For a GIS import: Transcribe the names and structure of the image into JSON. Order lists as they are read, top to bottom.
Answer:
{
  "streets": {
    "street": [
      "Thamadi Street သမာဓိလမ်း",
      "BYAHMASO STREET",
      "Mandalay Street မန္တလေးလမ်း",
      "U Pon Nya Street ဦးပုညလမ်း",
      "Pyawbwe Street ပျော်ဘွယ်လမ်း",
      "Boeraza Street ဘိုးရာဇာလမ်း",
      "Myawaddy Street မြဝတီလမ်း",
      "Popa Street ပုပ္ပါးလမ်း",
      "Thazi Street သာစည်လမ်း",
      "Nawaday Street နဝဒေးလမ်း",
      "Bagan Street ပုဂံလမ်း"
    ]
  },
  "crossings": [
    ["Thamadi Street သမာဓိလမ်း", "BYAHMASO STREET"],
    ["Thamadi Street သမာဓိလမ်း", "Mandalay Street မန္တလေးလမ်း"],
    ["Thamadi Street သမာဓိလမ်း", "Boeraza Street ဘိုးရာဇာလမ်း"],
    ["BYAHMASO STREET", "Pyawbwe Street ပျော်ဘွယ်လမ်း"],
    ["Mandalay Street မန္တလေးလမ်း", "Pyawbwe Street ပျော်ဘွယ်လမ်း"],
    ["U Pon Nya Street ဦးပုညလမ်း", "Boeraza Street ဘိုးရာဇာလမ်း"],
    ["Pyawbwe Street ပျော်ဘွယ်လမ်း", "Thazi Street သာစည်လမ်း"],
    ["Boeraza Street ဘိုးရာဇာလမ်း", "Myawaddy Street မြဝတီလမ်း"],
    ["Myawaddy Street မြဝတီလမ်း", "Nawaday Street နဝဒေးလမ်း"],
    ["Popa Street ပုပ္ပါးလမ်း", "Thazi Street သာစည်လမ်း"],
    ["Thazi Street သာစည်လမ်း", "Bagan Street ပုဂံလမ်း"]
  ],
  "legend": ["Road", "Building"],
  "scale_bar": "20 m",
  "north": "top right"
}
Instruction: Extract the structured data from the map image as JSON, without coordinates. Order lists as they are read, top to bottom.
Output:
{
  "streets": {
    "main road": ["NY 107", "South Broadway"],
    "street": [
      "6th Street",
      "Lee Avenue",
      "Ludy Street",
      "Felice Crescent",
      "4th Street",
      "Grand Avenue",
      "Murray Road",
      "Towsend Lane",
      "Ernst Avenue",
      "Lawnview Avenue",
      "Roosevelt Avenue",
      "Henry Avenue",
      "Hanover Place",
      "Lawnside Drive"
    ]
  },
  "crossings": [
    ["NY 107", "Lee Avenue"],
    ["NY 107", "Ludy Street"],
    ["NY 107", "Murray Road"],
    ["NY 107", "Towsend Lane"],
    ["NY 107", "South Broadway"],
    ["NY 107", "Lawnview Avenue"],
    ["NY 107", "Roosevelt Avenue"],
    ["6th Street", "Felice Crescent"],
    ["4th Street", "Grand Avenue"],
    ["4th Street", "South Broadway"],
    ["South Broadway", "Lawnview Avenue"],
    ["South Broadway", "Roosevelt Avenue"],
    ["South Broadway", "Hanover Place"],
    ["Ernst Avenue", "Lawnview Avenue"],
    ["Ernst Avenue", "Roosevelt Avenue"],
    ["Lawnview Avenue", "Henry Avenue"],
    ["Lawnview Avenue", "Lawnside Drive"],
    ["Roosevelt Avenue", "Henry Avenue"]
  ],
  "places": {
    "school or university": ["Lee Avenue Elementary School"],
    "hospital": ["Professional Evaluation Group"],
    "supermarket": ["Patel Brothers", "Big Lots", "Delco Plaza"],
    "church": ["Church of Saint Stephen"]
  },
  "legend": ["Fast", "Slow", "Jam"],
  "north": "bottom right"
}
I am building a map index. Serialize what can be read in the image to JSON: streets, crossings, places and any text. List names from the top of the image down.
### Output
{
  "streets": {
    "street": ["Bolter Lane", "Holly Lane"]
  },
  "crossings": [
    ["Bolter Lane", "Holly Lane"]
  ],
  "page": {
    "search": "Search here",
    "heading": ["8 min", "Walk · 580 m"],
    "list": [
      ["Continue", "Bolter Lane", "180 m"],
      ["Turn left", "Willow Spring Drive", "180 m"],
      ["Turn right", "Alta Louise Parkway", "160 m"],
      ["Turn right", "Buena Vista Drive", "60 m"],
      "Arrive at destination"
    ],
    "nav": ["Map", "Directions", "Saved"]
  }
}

* * * * *

**Task objective:** Return the full listing exactly as written.

**Reply to the exercise:**
For a GIS import: Transcribe the names and structure of the image into JSON. Order lists as they are read, top to bottom.
Answer:
{
  "streets": {
    "street": [
      "Thamadi Street သမာဓိလမ်း",
      "BYAHMASO STREET",
      "Mandalay Street မန္တလေးလမ်း",
      "U Pon Nya Street ဦးပုညလမ်း",
      "Pyawbwe Street ပျော်ဘွယ်လမ်း",
      "Boeraza Street ဘိုးရာဇာလမ်း",
      "Myawaddy Street မြဝတီလမ်း",
      "Popa Street ပုပ္ပါးလမ်း",
      "Thazi Street သာစည်လမ်း",
      "Nawaday Street နဝဒေးလမ်း",
      "Bagan Street ပုဂံလမ်း"
    ]
  },
  "crossings": [
    ["Thamadi Street သမာဓိလမ်း", "BYAHMASO STREET"],
    ["Thamadi Street သမာဓိလမ်း", "Mandalay Street မန္တလေးလမ်း"],
    ["Thamadi Street သမာဓိလမ်း", "Boeraza Street ဘိုးရာဇာလမ်း"],
    ["BYAHMASO STREET", "Pyawbwe Street ပျော်ဘွယ်လမ်း"],
    ["Mandalay Street မန္တလေးလမ်း", "Pyawbwe Street ပျော်ဘွယ်လမ်း"],
    ["U Pon Nya Street ဦးပုညလမ်း", "Boeraza Street ဘိုးရာဇာလမ်း"],
    ["Pyawbwe Street ပျော်ဘွယ်လမ်း", "Thazi Street သာစည်လမ်း"],
    ["Boeraza Street ဘိုးရာဇာလမ်း", "Myawaddy Street မြဝတီလမ်း"],
    ["Myawaddy Street မြဝတီလမ်း", "Nawaday Street နဝဒေးလမ်း"],
    ["Popa Street ပုပ္ပါးလမ်း", "Thazi Street သာစည်လမ်း"],
    ["Thazi Street သာစည်လမ်း", "Bagan Street ပုဂံလမ်း"]
  ],
  "legend": ["Road", "Building"],
  "scale_bar": "20 m",
  "north": "top right"
}
Instruction: Extract the structured data from the map image as JSON, without coordinates. Order lists as they are read, top to bottom.
Output:
{
  "streets": {
    "main road": ["NY 107", "South Broadway"],
    "street": [
      "6th Street",
      "Lee Avenue",
      "Ludy Street",
      "Felice Crescent",
      "4th Street",
      "Grand Avenue",
      "Murray Road",
      "Towsend Lane",
      "Ernst Avenue",
      "Lawnview Avenue",
      "Roosevelt Avenue",
      "Henry Avenue",
      "Hanover Place",
      "Lawnside Drive"
    ]
  },
  "crossings": [
    ["NY 107", "Lee Avenue"],
    ["NY 107", "Ludy Street"],
    ["NY 107", "Murray Road"],
    ["NY 107", "Towsend Lane"],
    ["NY 107", "South Broadway"],
    ["NY 107", "Lawnview Avenue"],
    ["NY 107", "Roosevelt Avenue"],
    ["6th Street", "Felice Crescent"],
    ["4th Street", "Grand Avenue"],
    ["4th Street", "South Broadway"],
    ["South Broadway", "Lawnview Avenue"],
    ["South Broadway", "Roosevelt Avenue"],
    ["South Broadway", "Hanover Place"],
    ["Ernst Avenue", "Lawnview Avenue"],
    ["Ernst Avenue", "Roosevelt Avenue"],
    ["Lawnview Avenue", "Henry Avenue"],
    ["Lawnview Avenue", "Lawnside Drive"],
    ["Roosevelt Avenue", "Henry Avenue"]
  ],
  "places": {
    "school or university": ["Lee Avenue Elementary School"],
    "hospital": ["Professional Evaluation Group"],
    "supermarket": ["Patel Brothers", "Big Lots", "Delco Plaza"],
    "church": ["Church of Saint Stephen"]
  },
  "legend": ["Fast", "Slow", "Jam"],
  "north": "bottom right"
}
I am building a map index. Serialize what can be read in the image to JSON: streets, crossings, places and any text. List names from the top of the image down.
### Output
{
  "streets": {
    "street": ["Bolter Lane", "Holly Lane"]
  },
  "crossings": [
    ["Bolter Lane", "Holly Lane"]
  ],
  "page": {
    "search": "Search here",
    "heading": ["8 min", "Walk · 580 m"],
    "list": [
      ["Continue", "Bolter Lane", "180 m"],
      ["Turn left", "Willow Spring Drive", "180 m"],
      ["Turn right", "Alta Louise Parkway", "160 m"],
      ["Turn right", "Buena Vista Drive", "60 m"],
      "Arrive at destination"
    ],
    "nav": ["Map", "Directions", "Saved"]
  }
}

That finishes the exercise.